Leadership and Headquarters

At closing, the Nesco Board of Directors will be reconstituted such that Blackstone, ECP and Capitol each retain one board seat and Platinum holds majority voting power of the Board. Together, the parties will work to drive value for all shareholders.

Mr. Ross is expected to serve as CEO of the combined business. The combined company will be headquartered at the CTOS campus in Kansas City with significant operations maintained in Indiana. Additional details, including plans for integrating the respective brands, will be addressed post close by a transition team comprising representatives from each of the companies.

Approvals

The transaction has been unanimously approved by the Nesco Board of Directors and is expected to close in the first quarter of 2021, subject to shareholder approval and other customary conditions. ECP and Capitol have entered into voting agreements in support of the transaction.

Advisors

J.P. Morgan Securities LLC is serving as financial advisor to Nesco and Latham & Watkins LLP is serving as legal counsel. Citi is serving as financial advisor to CTOS and Kirkland & Ellis LLP is serving as legal counsel.

Debt financing commitments have been obtained by Bank of America, who will be leading the financing.

Hughes Hubbard & Reed LLP is serving as legal counsel to Platinum.

Conference Call and Webcast

Representatives of Nesco, CTOS, Capitol and Platinum will host a conference call today, December 3, 2020, at 8:30 a.m. ET to discuss the transaction. The conference call can be accessed by dialing +1 877-524-8416 (U.S. and Canada only) or +1 412-902-1028.
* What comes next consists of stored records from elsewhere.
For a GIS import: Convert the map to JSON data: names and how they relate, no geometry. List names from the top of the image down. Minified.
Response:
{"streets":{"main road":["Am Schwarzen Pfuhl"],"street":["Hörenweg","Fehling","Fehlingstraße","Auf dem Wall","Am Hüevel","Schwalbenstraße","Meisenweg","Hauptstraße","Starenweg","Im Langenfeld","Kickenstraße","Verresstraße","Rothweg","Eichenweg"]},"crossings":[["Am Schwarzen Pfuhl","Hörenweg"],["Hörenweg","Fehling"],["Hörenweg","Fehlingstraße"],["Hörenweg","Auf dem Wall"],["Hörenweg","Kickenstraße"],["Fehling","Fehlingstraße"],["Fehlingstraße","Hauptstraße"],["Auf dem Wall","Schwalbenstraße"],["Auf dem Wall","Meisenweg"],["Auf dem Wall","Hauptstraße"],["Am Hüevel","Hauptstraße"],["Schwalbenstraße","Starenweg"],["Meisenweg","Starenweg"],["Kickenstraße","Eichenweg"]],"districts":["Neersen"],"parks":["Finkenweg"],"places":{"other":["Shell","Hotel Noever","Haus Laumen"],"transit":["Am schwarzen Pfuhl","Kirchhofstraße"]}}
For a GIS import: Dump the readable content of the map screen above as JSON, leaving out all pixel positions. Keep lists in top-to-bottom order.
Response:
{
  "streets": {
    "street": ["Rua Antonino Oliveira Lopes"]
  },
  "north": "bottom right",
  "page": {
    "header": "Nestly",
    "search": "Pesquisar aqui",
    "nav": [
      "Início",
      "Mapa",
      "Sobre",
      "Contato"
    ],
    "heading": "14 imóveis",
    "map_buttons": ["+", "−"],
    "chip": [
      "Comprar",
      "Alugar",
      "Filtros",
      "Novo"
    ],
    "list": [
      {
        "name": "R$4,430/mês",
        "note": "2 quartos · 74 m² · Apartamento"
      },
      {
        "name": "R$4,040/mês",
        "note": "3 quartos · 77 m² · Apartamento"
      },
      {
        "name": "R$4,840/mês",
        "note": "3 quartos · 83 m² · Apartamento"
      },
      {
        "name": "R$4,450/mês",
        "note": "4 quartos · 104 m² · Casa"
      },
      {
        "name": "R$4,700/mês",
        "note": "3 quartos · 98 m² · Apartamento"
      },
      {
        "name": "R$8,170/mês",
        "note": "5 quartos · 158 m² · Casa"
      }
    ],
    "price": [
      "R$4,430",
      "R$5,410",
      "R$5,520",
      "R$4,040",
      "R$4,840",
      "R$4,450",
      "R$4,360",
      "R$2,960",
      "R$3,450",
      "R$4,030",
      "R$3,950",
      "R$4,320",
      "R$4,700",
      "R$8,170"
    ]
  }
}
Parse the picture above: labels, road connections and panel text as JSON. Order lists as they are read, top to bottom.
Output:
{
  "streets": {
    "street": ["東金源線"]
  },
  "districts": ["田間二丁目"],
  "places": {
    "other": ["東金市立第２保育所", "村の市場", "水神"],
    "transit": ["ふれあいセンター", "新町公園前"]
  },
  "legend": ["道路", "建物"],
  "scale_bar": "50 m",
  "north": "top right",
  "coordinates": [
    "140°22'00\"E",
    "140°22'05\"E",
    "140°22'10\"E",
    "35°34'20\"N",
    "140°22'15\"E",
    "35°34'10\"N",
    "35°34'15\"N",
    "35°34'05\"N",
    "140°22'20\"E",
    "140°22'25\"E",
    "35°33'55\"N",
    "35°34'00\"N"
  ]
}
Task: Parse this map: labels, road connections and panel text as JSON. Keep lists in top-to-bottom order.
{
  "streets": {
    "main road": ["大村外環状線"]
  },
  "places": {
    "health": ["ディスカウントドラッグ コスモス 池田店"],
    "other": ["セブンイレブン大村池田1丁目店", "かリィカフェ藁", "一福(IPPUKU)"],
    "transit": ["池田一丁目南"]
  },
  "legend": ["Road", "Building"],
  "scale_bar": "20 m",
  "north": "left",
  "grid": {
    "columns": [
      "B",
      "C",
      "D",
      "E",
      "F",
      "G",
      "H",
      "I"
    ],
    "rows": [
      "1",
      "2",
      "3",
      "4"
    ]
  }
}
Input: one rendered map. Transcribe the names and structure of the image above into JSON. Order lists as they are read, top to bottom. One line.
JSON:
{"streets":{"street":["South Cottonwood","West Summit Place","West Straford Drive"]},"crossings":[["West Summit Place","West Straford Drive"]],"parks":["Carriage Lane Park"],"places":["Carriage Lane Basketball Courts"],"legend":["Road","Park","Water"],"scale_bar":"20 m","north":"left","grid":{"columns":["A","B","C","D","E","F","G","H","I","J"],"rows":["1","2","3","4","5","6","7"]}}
A live webcast of the conference call will be available on the investor relations section of Nesco’s website at https://investors.nescospecialty.com/events-and-presentations/default.aspx#upcoming-events.

ABOUT NESCO

Nesco is one of the largest providers of specialty equipment, parts, tools, accessories and services to the electric utility transmission and distribution, telecommunications and rail markets in North America. Nesco offers its specialized equipment to a diverse customer base for the maintenance, repair, upgrade and installation of critical infrastructure assets including electric lines, telecommunications networks and rail systems. Nesco’s coast-to-coast rental fleet of more than 4,000 units includes aerial devices, boom trucks, cranes, digger derricks, pressure drills, stringing gear, hi-rail equipment, repair parts, tools and accessories. For more information, please visit investors.nescospecialty.com.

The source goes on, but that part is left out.